§ Data supplied:
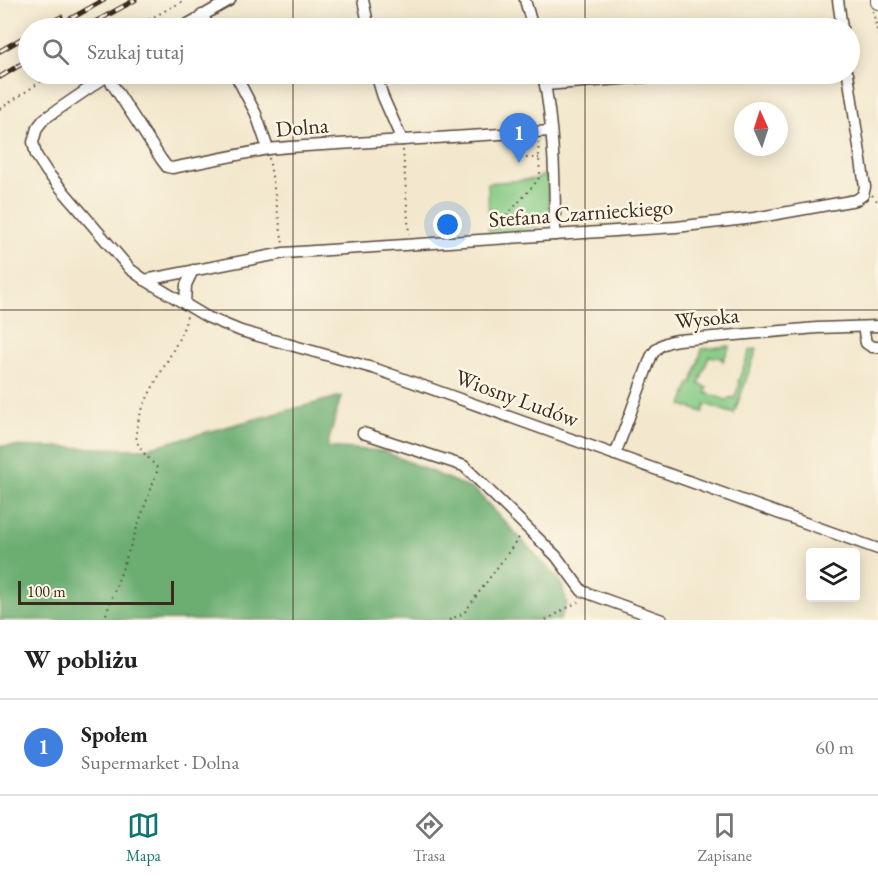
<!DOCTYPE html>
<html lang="pl">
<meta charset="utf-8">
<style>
body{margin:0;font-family:"EB Garamond",serif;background:#f6f6f6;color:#222}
.controls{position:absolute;right:18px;bottom:18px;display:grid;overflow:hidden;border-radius:6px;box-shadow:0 3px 15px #0003}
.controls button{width:54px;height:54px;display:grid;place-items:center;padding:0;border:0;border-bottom:2px solid #e0e0e0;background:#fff;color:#222;font:30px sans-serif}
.compass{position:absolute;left:734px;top:102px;width:54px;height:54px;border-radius:50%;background:#fff;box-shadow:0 3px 15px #0003;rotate:357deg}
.scale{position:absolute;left:18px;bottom:15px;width:156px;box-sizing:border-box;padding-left:6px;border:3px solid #3b2a1e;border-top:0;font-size:16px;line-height:21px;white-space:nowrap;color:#3b2a1e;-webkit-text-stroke:4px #fcf5e5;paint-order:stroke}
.you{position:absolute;left:448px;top:225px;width:21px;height:21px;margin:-15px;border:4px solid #fff;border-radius:50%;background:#1a73e8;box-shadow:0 0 0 9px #1a73e833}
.badge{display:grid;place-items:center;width:39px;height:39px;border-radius:50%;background:#0f766e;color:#fff;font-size:20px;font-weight:700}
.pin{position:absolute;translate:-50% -50px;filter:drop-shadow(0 2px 3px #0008)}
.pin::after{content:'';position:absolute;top:32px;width:21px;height:18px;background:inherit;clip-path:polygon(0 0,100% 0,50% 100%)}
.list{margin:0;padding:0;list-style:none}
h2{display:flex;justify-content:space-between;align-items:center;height:78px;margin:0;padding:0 24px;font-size:26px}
h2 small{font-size:20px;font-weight:400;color:#767676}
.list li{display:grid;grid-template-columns:39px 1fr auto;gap:18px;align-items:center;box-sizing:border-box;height:96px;padding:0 24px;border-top:2px solid #e0e0e0}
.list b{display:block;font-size:22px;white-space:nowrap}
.list p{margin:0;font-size:20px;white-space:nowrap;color:#767676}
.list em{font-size:20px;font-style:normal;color:#767676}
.icon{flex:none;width:33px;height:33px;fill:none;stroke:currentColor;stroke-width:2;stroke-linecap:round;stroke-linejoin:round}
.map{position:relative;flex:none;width:878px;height:620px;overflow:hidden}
.search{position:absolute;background:#fff;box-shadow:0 3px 15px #0003;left:18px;right:18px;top:18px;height:66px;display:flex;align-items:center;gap:15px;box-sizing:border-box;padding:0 21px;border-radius:33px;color:#767676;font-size:22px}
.sheet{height:174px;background:#fff}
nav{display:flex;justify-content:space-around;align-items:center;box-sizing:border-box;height:84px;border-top:2px solid #e0e0e0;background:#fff;font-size:16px;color:#767676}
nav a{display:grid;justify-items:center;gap:3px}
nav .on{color:#0f766e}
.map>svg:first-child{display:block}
</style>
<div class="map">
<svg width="878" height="620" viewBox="0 0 878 620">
<rect width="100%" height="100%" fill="#fcf5e5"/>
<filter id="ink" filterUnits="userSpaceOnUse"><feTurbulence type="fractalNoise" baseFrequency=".0167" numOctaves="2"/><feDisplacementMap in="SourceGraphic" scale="12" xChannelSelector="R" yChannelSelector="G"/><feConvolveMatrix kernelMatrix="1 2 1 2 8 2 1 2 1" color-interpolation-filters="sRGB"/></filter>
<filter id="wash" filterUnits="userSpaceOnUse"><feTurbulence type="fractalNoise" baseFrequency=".008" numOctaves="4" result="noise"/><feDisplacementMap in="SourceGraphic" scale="24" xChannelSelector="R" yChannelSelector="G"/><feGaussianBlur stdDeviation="1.35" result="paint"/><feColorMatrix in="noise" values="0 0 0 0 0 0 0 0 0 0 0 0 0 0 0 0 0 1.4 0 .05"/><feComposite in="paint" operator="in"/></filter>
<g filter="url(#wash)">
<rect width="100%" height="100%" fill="#f3e8cd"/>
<g fill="#85ca84" stroke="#607a51" stroke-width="1.5">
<path d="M541 176H547C548 187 549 198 549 209 547 236 509 230 489 231L488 183 537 179Z"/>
<polygon points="730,346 723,361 721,358 709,356 699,384 707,388 706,393 726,400 731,397 734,398 740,384 738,382 750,350 757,349 734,414 706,404 703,412 682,405 690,383 692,383 702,349"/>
</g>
<polygon fill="#6cae72" stroke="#546c48" stroke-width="1.5" points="341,396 327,447 383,451 476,491 561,582 567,603 560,620 0,620 0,446 144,449"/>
</g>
<g filter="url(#ink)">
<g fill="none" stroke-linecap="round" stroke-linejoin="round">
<g stroke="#574638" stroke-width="13">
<g id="minor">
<polyline points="363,0 369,28"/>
<polyline points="525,0 533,28"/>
<polyline points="838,0 842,28"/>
<polyline points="202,15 210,28"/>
<polyline points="181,28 230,0"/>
<polyline points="110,74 44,119 37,128 33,142 36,155 47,172 130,269 145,280 207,317 241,331 376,369 878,549"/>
<polyline points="235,74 256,114 268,149"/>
<polyline points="376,74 383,97 402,140"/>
<path d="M543 74C554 127 555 181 555 235"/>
<polyline points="107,76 161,159 167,167 172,168 268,149 290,147 551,131"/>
<polyline points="545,85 684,74"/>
<polyline points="145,280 284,253 676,227 754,218 856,200 863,195 865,187 848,74"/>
<polyline points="185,304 186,285 193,270"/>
<polyline points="863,327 866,343 872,347 878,347"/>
<polyline points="363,433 464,466 556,556 582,591 662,620"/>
<path d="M615 455 651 357C657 345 666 342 678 340L817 328 878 326"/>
</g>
</g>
<g stroke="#574638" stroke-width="16">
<polyline id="major" points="878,0 878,2"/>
</g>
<g stroke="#574638" stroke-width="2" stroke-dasharray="1.5 4.5" stroke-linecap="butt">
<polyline points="873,11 878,35"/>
<polyline points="133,28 185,0"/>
<polyline points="0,109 52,74"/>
<polyline points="403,150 409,234"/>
<polyline points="269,158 283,244"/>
<polyline points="526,158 539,158"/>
<polyline points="872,195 878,202"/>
<polyline points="495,229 538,180 540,175 538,140"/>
<path d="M104 620 158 469C152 461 142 453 138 444 126 414 181 350 187 316"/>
<polyline points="449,620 464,613 521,535"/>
<polyline points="546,620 579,601"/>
</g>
<use href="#minor" stroke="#fff" stroke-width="10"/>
<use href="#major" stroke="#fff" stroke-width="14"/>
<g stroke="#3b2a1e" stroke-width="5">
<g id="rail">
<polyline points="40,28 61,17"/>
<polyline points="54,28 104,0"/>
<polyline points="84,28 135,0"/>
<polyline points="0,51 28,35"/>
<polyline points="0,77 28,60"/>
</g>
</g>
<use href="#rail" stroke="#fcf5e5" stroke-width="3" stroke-dasharray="9" stroke-linecap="butt"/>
</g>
</g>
<path fill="none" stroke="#3b2a1e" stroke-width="1.5" stroke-opacity="0.55" d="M293 0V28M585 0V28M293 74V620M585 74V620M0 310H878"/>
<g text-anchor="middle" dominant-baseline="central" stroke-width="5" stroke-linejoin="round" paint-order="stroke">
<g font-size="22" fill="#3b2a1e" stroke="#fcf5e5">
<text transform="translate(302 127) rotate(-5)">Dolna</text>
<text transform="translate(581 213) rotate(-4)">Stefana Czarnieckiego</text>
<text transform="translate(707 318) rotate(-6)">Wysoka</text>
<text transform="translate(517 398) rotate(20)">Wiosny Ludów</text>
</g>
</g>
</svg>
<div class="controls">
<button><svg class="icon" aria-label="layers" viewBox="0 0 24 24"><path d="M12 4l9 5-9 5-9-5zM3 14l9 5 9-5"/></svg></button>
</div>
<svg class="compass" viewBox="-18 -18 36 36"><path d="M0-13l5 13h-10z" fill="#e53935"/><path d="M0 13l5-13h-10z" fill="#767676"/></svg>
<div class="scale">100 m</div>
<div class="you"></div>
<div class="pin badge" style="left:519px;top:163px;background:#3f7fe0">1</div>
<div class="search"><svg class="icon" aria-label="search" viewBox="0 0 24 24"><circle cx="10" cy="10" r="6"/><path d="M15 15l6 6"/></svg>Szukaj tutaj</div>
</div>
<section class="sheet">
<h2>W pobliżu<small></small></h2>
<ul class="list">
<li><span class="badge" style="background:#3f7fe0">1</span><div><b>Społem</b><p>Supermarket · Dolna</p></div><em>60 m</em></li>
</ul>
</section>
<nav>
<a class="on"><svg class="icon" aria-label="map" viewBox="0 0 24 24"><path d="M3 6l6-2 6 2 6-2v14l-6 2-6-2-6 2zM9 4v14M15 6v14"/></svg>Mapa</a>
<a><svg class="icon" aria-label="directions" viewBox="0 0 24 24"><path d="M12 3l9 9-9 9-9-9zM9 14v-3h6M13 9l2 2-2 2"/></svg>Trasa</a>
<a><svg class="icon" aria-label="saved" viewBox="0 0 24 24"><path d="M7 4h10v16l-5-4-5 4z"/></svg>Zapisane</a>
</nav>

§ Prompt: After checking the entries, state how many lines contain "wash", and write nothing but the number.

§ Solved exercise: 2